Assad also expressed a desire that he would not allow tensions between the neighbouring countries to turn into open combat.
“We learned that it (the plane) belonged to Turkey after shooting it down. I say 100 per cent ‘if only we had not shot it down’,” the Cumhuriyet newspaper yesterday quoted Assad as saying.
A Turkish minister dismissed Al Assad’s comments as a public relations game.
Asked whether the increased friction between Syria and Turkey could lead to war, Assad said: “We will not allow (the tensions) to turn into open combat between the two countries, which would harm them both.”
He also said Syria had not and would not build up its military forces along the Turkish border, whatever action Turkey takes.
Assad said Syria no longer had any contacts with the Turkish military that it would normally have with a neighbouring state so as to avoid just this sort of incident.

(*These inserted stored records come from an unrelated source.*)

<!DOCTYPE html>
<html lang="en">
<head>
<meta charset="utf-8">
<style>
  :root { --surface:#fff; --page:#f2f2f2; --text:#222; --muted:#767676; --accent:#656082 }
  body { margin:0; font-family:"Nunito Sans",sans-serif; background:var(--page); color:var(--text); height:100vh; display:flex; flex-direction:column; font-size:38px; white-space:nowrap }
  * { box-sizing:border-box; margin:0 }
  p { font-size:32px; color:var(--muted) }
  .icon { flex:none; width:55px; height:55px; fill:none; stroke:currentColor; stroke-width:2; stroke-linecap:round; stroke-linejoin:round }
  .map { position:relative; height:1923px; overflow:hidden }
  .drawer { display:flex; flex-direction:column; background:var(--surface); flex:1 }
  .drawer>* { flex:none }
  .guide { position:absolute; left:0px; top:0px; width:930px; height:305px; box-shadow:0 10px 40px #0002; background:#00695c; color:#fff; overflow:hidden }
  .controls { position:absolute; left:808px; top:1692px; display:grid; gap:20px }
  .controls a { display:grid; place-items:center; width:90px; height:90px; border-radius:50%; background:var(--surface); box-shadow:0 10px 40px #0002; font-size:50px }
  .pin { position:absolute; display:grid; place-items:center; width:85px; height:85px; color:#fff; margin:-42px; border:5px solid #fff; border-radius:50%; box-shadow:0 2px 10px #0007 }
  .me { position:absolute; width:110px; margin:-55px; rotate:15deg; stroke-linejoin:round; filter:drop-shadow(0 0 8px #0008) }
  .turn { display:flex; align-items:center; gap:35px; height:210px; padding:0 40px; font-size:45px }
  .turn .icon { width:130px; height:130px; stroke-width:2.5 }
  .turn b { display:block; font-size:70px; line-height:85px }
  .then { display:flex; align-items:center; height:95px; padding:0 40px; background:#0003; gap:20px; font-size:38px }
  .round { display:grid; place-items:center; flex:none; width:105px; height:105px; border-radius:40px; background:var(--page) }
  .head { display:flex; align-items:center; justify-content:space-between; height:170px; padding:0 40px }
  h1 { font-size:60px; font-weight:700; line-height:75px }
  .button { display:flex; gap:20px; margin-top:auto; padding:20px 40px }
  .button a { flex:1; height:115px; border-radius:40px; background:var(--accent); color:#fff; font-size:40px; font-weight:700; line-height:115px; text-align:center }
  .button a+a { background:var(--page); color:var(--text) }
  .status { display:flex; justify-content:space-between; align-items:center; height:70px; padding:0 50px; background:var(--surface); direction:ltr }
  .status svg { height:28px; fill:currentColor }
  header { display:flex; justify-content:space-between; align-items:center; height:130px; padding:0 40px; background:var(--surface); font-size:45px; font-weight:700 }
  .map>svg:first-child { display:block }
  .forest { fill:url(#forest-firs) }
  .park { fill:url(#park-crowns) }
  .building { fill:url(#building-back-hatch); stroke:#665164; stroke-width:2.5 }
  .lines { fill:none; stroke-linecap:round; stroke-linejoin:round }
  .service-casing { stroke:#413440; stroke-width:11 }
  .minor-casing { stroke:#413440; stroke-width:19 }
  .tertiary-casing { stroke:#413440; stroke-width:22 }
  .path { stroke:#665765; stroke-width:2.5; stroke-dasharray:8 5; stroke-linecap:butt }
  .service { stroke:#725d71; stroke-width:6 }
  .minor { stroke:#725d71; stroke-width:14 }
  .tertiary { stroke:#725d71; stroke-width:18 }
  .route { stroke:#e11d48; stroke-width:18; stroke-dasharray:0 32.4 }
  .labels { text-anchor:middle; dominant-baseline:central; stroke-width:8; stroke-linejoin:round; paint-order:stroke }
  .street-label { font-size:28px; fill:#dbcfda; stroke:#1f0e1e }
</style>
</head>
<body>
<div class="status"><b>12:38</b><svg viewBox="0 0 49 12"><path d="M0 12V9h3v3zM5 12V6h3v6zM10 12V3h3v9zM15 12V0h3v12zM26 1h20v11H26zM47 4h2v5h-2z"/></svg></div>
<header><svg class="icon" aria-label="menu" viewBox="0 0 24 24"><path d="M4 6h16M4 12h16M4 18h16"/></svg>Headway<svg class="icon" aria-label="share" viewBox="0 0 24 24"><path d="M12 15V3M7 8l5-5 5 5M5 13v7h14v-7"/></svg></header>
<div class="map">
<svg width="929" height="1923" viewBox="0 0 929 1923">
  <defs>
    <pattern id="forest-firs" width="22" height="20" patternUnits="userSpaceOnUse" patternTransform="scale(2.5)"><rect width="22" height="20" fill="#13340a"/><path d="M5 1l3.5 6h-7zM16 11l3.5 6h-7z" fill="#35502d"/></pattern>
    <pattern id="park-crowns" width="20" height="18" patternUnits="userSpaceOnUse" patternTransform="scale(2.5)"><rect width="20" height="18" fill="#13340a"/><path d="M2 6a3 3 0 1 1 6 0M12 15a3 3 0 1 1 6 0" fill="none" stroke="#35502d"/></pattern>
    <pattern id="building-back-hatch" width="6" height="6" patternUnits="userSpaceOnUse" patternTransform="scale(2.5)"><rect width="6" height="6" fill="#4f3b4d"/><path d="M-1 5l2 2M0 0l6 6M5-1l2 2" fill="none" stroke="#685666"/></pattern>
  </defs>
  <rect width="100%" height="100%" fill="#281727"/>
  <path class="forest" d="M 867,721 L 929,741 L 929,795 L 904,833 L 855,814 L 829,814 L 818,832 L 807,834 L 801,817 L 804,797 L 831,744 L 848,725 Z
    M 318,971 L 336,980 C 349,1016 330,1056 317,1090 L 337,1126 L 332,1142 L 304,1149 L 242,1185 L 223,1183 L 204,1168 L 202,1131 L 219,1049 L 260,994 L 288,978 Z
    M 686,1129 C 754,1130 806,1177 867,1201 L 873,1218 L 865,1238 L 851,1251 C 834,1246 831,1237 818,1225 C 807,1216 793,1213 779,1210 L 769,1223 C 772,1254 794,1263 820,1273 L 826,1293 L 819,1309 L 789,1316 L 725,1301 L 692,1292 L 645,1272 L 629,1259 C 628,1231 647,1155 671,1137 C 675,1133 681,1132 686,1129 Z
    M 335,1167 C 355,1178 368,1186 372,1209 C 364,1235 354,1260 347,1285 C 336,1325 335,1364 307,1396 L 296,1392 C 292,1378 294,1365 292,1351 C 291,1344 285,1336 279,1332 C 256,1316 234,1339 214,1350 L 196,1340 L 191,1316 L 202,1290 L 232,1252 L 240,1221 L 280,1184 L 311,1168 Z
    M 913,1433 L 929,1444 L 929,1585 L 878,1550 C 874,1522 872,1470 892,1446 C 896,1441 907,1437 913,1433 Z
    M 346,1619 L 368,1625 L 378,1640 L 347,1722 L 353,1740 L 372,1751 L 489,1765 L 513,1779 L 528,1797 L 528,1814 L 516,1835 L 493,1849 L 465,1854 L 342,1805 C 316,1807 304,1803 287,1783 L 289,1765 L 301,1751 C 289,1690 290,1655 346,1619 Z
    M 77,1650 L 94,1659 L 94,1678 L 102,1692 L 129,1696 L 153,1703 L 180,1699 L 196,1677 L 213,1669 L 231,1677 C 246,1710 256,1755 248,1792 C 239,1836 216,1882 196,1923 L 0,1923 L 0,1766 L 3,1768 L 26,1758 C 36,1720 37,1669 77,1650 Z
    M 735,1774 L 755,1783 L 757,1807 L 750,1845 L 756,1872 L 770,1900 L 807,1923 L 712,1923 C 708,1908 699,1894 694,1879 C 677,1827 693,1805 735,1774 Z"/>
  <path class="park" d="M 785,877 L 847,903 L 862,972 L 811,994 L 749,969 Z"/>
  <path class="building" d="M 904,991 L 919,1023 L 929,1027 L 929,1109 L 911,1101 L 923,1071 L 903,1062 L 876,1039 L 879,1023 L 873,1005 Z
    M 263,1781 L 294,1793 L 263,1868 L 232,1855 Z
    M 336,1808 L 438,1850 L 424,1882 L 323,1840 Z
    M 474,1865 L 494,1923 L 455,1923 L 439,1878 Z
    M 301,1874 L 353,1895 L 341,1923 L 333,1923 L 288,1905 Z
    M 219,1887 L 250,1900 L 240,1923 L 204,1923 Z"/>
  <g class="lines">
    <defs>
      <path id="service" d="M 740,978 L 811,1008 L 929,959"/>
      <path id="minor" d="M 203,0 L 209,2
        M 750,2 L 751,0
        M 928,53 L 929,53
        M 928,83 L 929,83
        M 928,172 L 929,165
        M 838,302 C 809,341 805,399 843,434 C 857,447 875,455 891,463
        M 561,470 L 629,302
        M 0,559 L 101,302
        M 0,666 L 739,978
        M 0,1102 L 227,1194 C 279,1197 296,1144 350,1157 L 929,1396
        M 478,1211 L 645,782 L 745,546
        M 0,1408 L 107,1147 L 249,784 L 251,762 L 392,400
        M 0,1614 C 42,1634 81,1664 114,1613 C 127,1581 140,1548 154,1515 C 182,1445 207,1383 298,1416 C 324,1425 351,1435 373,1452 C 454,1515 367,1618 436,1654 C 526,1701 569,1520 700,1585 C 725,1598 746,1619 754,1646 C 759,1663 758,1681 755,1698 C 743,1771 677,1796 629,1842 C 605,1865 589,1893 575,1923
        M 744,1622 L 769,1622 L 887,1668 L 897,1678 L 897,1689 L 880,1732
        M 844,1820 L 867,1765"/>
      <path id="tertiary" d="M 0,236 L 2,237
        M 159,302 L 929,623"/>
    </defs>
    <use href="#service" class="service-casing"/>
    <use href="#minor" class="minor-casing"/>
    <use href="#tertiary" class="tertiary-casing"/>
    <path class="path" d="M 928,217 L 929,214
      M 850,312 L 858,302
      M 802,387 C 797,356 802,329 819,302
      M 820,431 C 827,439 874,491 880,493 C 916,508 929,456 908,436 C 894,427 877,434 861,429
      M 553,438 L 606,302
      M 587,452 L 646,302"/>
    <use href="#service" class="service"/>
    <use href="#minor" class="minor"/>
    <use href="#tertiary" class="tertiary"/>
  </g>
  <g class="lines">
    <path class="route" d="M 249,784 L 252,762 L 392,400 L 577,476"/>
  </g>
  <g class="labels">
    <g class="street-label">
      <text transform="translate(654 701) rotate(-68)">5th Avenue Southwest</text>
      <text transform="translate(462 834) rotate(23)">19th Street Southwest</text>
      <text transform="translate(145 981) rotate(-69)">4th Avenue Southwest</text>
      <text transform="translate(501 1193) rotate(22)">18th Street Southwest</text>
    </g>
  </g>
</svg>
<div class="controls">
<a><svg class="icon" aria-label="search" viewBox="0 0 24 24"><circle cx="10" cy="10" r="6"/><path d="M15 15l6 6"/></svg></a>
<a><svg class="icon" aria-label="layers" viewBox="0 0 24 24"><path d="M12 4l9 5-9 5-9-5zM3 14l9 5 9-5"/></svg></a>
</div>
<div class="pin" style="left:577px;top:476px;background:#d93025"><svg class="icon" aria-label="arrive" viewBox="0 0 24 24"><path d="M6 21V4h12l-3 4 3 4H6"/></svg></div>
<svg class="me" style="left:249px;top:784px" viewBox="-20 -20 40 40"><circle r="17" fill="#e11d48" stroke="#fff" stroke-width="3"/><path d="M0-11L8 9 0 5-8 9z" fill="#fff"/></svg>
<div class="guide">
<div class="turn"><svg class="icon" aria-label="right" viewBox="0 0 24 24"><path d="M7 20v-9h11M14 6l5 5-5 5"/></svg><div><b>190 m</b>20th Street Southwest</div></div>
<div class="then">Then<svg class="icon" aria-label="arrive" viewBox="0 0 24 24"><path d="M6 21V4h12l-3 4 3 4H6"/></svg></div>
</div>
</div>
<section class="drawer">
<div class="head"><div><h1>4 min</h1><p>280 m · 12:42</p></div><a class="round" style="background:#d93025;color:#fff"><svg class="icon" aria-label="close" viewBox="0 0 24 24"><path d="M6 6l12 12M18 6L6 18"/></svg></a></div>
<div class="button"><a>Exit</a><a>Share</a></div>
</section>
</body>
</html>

“It’s a shame that now we don’t even have the telephone number of a single commander in the Turkish army we can call in an emergency situation,” he said.
Assad said Syria would not shy away from apologising if
it emerged the plane was shot down in international
air space. “The plane was using a corridor which Israeli planes have used three times before.
“Of course I might have been happy if this had been an Israeli plane,” Assad added.
Turkish Deputy Prime Minister Bekir Bozdag said Assad was trying to curry favour with public opinion. “It is nothing new that Israel uses these corridors, they constantly use them,” he told Turkish state television.
“If the Syrian administration says it shot it, thinking it was an Israeli plane, then they would have shot many Israeli planes down by now.”